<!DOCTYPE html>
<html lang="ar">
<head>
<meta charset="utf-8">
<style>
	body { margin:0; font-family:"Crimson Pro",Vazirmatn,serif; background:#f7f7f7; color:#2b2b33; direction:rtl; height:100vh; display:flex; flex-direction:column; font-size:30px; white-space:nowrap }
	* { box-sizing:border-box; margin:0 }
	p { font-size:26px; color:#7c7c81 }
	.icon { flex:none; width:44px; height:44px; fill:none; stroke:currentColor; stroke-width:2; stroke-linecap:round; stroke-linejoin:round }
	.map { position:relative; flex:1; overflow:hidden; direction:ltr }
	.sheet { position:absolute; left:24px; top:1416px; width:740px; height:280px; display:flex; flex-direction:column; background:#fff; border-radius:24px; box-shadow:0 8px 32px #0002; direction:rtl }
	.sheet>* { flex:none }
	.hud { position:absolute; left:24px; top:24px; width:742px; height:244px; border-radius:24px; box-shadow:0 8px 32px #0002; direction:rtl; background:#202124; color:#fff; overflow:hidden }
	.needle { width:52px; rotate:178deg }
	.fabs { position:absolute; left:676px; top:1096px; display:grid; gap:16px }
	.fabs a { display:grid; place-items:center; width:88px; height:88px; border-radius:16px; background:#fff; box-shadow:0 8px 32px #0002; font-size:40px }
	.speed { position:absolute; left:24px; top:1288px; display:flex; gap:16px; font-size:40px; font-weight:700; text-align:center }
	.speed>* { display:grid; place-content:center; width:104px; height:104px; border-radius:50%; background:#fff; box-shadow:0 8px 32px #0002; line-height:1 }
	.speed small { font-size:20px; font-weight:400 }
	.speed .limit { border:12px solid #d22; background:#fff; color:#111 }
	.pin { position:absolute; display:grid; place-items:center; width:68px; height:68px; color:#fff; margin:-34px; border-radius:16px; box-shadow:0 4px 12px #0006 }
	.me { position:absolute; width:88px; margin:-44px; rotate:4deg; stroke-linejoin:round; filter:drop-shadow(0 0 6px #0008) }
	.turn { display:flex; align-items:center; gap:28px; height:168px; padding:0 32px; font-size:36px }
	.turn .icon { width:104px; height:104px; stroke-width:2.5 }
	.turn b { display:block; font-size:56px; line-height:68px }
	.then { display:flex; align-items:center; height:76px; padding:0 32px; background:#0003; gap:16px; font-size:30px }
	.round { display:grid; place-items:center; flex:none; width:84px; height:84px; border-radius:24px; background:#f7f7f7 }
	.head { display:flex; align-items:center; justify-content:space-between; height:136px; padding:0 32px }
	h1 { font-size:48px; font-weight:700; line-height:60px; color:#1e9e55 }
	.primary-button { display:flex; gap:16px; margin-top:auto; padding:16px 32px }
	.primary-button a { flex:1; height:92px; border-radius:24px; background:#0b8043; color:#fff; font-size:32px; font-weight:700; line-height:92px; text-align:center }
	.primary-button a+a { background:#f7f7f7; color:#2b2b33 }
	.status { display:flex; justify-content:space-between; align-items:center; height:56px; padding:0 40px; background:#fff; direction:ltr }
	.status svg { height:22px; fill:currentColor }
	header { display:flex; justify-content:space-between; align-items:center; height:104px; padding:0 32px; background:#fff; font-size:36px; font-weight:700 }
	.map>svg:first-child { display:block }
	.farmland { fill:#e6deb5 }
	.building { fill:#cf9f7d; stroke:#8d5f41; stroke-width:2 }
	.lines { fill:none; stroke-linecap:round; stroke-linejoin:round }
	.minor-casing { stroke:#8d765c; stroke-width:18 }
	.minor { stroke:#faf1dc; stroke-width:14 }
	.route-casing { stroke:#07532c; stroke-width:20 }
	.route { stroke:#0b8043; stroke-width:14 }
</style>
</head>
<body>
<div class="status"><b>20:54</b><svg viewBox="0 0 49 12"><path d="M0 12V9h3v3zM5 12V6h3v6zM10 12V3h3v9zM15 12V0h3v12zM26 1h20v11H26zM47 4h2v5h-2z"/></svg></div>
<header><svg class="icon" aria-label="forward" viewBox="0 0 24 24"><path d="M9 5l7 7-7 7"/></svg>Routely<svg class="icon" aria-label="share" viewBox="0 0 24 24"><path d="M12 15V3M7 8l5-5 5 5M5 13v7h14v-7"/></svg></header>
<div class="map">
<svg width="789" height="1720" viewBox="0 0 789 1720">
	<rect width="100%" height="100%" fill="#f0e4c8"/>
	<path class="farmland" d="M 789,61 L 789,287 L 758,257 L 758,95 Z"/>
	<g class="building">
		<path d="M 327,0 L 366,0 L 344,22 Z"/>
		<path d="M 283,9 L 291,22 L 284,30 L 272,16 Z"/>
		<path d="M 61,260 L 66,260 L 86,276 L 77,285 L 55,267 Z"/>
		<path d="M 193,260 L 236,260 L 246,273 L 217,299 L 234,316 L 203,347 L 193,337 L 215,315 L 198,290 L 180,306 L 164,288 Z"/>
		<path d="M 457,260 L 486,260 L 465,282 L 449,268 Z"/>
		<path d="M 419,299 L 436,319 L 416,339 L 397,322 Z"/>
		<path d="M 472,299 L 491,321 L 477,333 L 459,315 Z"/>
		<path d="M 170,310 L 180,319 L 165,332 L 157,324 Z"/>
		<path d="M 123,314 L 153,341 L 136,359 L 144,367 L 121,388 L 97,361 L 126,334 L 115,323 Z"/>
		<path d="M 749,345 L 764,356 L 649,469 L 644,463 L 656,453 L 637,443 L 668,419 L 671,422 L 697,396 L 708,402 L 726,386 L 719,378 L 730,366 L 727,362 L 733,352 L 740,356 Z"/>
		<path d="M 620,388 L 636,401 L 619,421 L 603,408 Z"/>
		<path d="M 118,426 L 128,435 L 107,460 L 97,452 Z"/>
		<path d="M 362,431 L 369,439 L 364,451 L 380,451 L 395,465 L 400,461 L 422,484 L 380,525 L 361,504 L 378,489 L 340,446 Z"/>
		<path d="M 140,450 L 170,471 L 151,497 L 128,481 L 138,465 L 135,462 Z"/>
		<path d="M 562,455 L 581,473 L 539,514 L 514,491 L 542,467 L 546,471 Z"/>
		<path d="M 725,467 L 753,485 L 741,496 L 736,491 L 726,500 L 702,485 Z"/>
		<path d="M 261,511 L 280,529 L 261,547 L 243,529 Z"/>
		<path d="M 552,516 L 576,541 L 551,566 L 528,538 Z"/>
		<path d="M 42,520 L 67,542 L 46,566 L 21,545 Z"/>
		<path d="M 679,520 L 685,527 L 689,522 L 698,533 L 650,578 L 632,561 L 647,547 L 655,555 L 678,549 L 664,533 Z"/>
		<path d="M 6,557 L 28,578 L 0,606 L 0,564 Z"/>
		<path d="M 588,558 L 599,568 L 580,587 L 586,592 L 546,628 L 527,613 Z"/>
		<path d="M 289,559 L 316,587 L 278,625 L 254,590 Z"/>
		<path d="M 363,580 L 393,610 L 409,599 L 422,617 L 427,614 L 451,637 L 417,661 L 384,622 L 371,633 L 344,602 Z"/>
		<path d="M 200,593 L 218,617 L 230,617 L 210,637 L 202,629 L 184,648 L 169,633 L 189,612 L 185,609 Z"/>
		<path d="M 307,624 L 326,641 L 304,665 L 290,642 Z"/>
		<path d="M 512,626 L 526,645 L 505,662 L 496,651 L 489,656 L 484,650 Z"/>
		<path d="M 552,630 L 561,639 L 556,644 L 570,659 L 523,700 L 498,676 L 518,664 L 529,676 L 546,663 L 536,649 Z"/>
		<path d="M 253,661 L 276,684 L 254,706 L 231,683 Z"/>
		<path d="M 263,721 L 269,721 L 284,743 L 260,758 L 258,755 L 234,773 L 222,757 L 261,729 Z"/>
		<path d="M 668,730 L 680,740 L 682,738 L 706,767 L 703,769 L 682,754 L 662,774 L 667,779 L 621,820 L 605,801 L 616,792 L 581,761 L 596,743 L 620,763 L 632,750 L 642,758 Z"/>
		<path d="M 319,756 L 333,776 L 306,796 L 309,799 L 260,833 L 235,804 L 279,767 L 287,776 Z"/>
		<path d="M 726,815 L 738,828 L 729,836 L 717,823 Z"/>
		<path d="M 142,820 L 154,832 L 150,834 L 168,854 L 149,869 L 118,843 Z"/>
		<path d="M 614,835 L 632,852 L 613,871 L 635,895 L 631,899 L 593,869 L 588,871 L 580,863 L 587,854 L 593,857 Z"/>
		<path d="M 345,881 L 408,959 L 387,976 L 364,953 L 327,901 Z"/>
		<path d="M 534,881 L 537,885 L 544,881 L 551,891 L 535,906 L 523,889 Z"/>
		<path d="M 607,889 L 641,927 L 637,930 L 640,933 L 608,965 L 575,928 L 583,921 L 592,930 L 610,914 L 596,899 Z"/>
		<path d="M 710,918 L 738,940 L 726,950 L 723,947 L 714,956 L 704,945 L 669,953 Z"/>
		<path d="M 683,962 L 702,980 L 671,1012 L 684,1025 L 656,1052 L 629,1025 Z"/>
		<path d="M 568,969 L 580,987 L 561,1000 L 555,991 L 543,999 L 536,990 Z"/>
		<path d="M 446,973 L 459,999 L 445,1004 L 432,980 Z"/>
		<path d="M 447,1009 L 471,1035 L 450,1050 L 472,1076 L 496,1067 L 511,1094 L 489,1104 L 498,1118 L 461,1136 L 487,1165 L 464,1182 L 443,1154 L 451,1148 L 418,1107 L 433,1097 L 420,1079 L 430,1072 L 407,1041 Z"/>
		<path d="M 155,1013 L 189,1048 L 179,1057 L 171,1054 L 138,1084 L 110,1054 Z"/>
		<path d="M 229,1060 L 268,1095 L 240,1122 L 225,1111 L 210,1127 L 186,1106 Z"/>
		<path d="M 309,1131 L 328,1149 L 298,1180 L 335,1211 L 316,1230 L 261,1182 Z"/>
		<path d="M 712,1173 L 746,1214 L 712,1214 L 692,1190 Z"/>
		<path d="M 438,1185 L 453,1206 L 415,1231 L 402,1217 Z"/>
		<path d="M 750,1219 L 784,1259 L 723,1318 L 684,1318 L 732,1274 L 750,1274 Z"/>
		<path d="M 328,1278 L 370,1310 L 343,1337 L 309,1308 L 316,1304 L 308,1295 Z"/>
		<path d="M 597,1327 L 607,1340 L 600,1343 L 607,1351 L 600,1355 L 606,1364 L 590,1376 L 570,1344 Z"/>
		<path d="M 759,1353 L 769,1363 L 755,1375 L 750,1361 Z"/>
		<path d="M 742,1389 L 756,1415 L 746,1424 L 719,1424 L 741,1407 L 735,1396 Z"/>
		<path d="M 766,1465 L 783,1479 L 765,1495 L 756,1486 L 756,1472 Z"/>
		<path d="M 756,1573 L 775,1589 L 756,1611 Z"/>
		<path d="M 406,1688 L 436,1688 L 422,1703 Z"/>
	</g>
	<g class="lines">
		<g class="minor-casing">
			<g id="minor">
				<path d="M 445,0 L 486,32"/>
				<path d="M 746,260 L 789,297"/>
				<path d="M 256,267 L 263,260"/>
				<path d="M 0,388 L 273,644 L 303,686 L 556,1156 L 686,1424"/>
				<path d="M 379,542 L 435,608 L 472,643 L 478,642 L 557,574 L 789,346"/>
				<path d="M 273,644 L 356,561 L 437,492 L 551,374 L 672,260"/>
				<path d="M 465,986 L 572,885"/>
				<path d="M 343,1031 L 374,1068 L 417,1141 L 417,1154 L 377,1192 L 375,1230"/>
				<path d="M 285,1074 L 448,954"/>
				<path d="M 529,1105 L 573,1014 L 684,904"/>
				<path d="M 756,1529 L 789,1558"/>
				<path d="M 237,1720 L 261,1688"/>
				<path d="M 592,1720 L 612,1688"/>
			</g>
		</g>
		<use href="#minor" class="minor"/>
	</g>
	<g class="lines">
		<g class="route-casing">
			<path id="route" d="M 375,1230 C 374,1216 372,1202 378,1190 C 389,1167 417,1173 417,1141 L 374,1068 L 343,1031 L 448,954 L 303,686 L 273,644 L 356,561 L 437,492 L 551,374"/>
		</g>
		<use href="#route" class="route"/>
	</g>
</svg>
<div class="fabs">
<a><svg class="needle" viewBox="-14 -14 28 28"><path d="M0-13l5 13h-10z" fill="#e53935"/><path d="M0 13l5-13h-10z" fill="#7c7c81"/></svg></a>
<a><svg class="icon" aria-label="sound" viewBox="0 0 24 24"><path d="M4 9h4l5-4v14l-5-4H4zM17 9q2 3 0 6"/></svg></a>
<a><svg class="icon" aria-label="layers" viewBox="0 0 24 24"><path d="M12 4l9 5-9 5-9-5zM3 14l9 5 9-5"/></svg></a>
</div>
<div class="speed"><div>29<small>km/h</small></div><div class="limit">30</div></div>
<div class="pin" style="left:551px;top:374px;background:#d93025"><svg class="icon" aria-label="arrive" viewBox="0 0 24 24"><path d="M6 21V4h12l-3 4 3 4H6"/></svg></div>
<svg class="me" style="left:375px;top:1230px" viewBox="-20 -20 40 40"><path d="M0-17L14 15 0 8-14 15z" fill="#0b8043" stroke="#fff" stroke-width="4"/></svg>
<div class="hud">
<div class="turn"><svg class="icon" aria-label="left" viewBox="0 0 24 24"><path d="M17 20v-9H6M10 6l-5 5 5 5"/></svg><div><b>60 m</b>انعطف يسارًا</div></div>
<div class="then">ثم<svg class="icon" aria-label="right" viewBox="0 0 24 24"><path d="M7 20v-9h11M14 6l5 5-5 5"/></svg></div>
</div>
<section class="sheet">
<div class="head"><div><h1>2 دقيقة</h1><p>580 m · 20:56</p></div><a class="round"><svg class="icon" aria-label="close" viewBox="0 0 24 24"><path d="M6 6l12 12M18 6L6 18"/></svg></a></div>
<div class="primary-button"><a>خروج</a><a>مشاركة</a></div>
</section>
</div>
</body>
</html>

◆ **Problem**: Establish how many lines of the entries hold the word "position", giving nothing but the number.

◆ **Result of this exercise**: 7